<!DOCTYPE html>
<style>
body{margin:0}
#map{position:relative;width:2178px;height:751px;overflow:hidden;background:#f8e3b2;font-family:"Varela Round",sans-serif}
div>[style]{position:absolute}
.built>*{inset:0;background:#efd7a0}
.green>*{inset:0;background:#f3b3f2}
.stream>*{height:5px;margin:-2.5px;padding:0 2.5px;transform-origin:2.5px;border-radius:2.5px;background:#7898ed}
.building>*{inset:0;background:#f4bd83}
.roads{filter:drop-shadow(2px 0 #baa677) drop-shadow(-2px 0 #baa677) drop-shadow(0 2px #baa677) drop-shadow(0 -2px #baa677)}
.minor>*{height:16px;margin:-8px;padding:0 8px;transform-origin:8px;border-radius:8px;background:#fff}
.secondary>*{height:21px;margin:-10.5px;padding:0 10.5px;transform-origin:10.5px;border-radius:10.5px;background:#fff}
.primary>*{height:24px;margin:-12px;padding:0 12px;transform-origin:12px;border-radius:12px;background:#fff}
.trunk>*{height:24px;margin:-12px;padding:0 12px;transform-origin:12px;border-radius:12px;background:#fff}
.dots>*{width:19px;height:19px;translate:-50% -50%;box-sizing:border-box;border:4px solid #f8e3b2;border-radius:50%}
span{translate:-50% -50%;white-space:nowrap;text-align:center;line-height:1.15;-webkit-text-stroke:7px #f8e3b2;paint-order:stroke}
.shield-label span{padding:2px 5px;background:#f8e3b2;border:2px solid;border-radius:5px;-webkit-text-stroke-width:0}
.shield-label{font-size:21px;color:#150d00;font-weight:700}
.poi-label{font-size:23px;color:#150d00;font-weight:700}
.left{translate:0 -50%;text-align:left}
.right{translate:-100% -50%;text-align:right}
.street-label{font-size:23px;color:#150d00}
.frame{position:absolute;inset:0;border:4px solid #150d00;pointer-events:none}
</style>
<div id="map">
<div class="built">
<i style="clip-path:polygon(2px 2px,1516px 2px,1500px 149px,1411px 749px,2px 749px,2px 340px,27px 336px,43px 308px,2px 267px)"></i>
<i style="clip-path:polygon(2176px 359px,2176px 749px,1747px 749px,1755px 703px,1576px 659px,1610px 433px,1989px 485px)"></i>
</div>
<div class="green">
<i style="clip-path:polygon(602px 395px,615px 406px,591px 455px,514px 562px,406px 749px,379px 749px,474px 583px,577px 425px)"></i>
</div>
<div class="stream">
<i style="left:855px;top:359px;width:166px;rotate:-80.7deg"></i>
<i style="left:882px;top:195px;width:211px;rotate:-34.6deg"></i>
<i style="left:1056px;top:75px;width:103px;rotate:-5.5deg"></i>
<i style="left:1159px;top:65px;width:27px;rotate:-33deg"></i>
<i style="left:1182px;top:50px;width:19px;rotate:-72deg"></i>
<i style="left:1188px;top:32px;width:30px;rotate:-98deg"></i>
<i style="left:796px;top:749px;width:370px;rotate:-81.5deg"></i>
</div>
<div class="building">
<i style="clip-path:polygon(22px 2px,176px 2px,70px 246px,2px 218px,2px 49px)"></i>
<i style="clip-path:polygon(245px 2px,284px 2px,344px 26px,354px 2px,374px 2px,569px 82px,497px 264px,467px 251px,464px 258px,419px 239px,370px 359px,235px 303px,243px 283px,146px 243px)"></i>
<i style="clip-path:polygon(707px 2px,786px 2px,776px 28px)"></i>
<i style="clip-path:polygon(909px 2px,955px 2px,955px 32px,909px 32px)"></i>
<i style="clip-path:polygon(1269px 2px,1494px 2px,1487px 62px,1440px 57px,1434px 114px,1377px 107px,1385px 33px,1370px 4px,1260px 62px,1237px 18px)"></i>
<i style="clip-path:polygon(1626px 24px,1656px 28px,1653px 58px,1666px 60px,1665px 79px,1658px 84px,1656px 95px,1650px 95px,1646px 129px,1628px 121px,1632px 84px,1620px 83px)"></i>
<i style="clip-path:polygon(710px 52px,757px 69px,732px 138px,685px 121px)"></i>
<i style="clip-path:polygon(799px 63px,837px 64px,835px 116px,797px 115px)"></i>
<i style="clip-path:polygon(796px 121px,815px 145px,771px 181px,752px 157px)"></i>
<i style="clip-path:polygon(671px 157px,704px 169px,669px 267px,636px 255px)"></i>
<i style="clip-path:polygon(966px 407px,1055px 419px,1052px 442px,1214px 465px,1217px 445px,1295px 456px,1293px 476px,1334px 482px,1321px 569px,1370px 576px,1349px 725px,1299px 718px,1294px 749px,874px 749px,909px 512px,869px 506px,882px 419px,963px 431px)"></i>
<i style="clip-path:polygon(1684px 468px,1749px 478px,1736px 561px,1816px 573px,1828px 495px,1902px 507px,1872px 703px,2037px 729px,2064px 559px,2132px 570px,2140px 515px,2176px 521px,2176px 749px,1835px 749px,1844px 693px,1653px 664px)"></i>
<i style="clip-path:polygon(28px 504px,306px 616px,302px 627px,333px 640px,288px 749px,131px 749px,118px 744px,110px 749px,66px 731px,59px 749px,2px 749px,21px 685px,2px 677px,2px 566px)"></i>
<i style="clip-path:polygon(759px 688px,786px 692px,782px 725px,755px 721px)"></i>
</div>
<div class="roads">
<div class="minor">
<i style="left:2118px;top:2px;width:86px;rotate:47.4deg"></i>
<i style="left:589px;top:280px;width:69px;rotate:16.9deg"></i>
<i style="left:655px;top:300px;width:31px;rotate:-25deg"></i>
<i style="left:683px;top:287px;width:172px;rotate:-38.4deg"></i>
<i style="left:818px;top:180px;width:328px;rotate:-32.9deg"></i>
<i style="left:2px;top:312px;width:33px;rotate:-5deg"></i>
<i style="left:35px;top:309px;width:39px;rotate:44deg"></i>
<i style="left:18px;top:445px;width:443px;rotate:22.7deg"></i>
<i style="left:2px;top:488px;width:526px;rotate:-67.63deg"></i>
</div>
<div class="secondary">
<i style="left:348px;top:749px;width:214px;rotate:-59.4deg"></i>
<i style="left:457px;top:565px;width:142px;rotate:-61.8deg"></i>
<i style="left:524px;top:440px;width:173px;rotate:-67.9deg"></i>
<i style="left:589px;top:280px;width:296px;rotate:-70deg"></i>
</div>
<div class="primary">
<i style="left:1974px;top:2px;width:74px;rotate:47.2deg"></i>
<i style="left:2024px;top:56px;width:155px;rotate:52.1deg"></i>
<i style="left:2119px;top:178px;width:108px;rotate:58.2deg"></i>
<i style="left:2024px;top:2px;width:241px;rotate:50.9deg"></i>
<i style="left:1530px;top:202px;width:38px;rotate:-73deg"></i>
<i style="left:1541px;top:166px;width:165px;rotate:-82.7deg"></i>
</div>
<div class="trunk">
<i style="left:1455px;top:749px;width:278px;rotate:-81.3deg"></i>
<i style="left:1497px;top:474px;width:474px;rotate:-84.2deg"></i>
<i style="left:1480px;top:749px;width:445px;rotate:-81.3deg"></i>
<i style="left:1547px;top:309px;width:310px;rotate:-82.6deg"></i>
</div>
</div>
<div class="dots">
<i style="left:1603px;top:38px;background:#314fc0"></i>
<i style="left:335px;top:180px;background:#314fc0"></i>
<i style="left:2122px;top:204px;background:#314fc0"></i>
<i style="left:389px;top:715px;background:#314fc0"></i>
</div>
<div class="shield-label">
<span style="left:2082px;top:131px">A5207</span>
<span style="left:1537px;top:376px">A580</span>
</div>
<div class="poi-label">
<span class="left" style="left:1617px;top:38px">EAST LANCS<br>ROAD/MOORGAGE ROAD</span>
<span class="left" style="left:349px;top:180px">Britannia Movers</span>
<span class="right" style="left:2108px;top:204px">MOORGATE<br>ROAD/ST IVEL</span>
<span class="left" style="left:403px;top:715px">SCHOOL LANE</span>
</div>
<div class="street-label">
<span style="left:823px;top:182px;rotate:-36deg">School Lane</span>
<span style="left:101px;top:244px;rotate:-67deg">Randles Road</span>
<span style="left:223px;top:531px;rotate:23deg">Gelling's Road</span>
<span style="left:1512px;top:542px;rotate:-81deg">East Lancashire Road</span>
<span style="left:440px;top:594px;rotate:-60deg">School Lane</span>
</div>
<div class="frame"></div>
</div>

▬▬▬

▸ **BRIEF**:
Within the entries above, find each line where "stream" appears; copy every one.

▸ **EXERCISE OUTPUT**:
.stream>*{height:5px;margin:-2.5px;padding:0 2.5px;transform-origin:2.5px;border-radius:2.5px;background:#7898ed}
<div class="stream">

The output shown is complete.